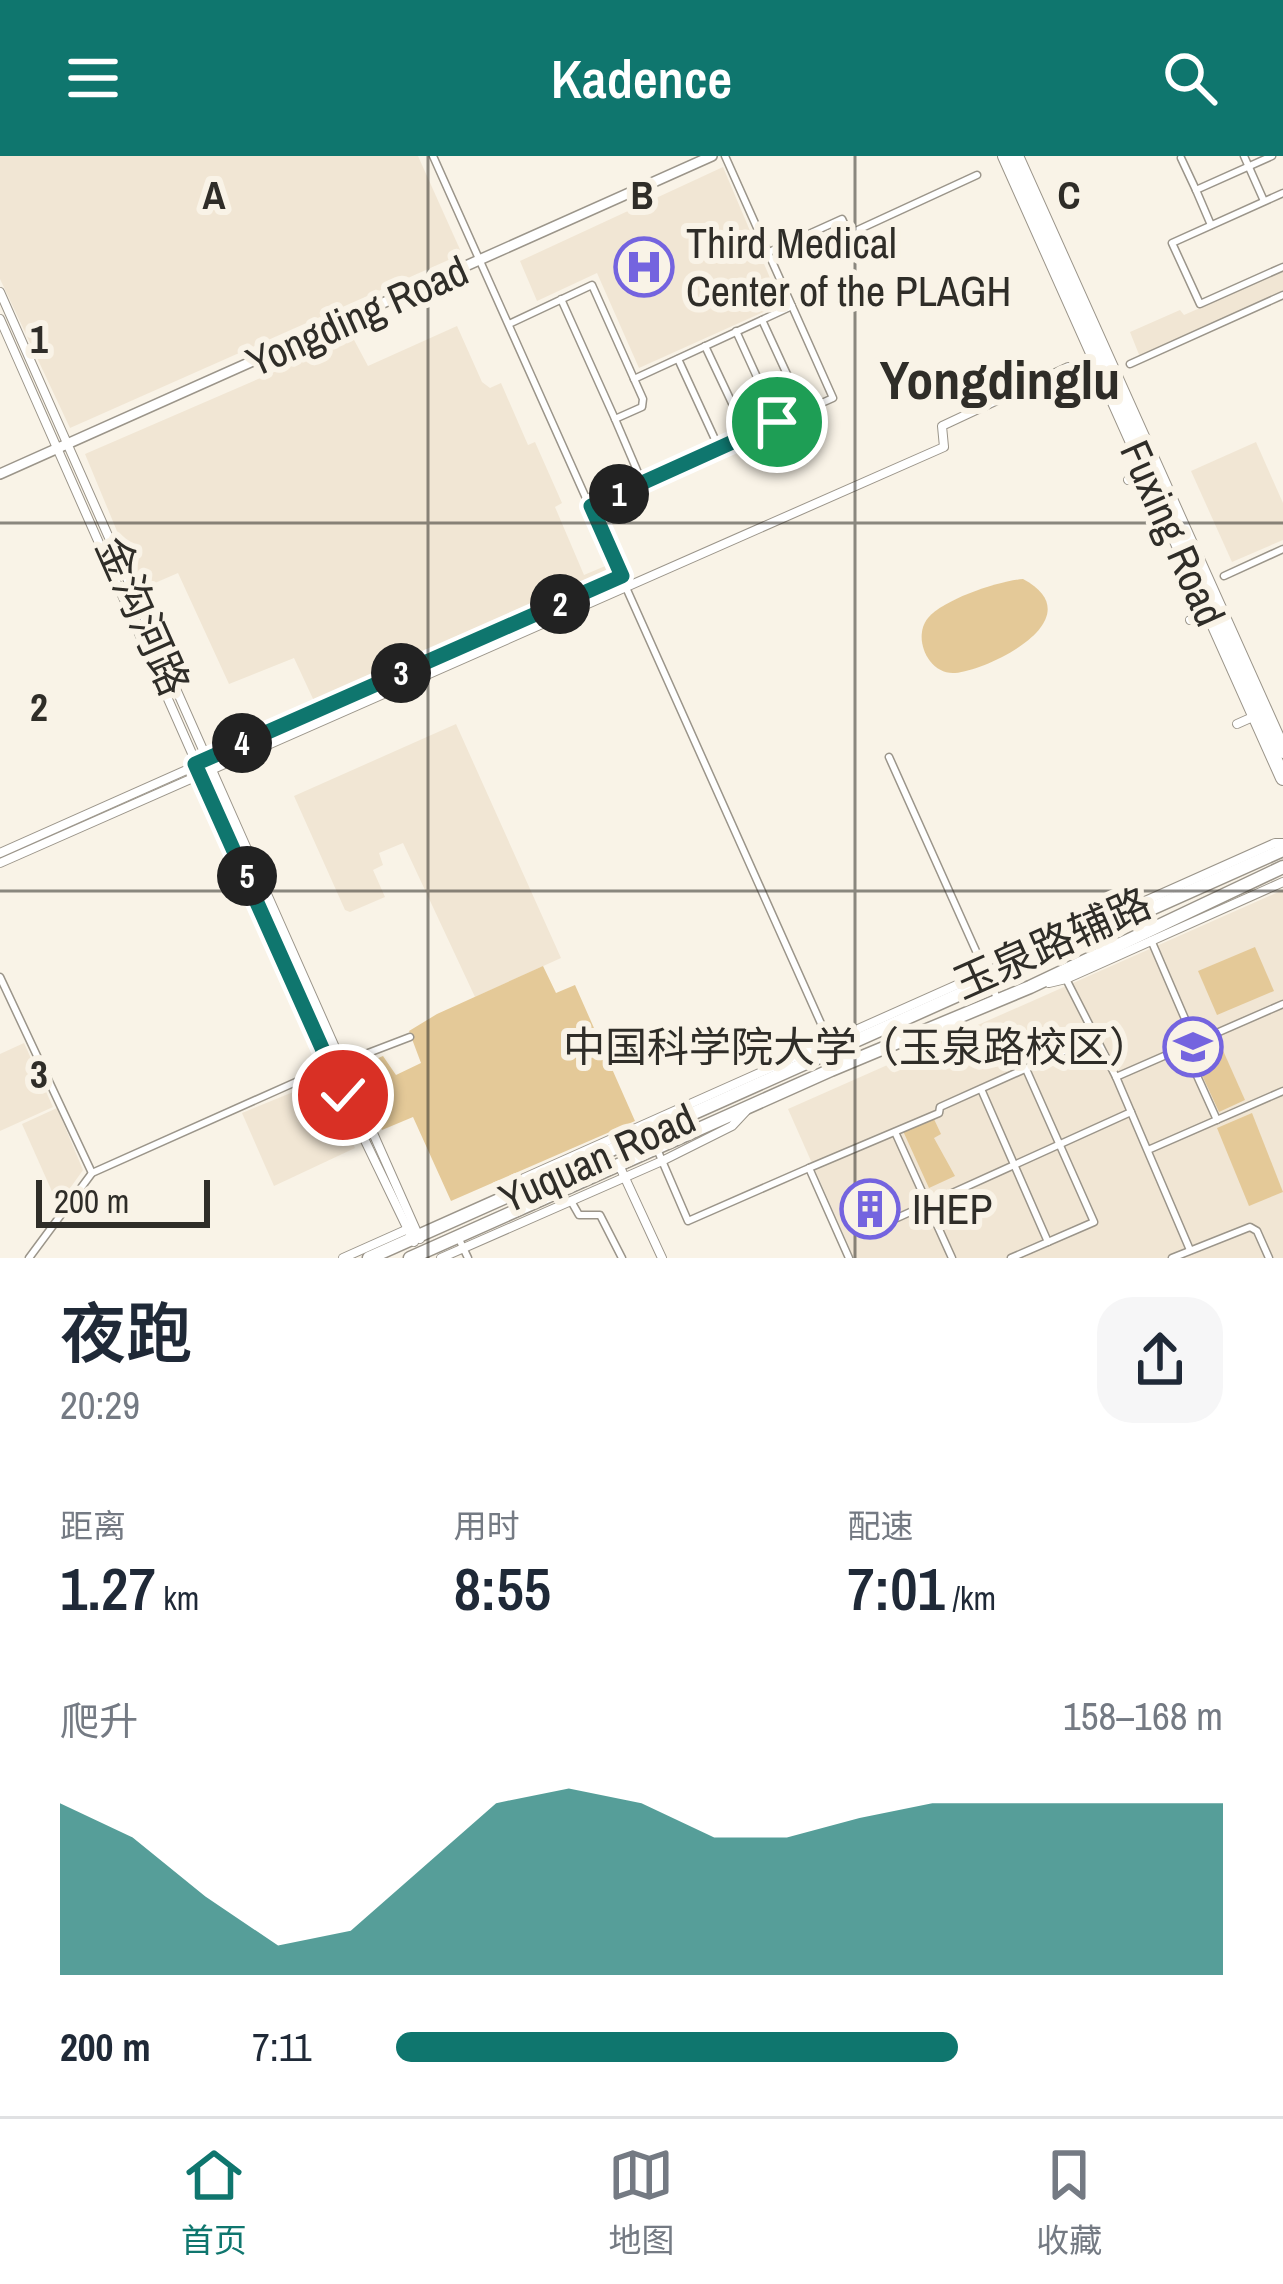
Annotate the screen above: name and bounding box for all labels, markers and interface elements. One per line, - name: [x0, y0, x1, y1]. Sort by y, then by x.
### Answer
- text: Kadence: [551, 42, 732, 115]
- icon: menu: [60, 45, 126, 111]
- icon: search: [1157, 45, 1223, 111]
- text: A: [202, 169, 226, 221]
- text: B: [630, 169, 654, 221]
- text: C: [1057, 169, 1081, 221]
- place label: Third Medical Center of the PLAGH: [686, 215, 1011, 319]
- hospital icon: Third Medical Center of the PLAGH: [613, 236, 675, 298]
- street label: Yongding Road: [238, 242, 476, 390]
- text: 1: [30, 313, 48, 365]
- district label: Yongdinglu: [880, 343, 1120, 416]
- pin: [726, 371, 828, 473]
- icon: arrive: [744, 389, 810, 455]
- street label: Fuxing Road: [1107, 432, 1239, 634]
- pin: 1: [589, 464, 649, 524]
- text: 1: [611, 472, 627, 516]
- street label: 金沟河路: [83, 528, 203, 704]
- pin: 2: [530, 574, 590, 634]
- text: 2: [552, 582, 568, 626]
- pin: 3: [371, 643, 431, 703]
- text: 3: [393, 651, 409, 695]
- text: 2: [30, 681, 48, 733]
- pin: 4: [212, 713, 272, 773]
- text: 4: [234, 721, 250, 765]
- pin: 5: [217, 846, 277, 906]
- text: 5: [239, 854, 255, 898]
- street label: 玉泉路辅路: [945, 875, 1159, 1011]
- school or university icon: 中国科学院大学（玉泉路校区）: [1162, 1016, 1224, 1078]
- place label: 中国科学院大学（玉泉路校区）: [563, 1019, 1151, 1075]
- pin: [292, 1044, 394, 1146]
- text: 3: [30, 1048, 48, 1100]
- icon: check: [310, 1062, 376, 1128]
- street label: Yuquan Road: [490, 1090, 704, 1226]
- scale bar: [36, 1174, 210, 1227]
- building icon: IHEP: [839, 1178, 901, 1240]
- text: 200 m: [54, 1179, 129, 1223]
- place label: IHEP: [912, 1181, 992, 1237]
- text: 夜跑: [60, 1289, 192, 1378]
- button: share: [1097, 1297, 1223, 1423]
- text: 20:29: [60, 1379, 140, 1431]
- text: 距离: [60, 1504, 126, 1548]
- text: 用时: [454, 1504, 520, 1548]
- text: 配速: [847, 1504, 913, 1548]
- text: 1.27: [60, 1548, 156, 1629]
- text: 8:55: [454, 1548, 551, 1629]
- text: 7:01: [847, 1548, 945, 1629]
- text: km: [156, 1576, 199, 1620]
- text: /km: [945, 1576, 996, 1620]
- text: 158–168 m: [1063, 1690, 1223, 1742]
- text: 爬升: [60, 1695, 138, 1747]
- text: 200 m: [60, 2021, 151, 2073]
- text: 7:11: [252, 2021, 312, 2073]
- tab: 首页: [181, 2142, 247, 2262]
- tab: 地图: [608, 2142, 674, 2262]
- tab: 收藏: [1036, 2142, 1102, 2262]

════

◆ Task item:
Give the number of lines in the listing that hold "street", with no other words.

◆ Solution to the exercise:
5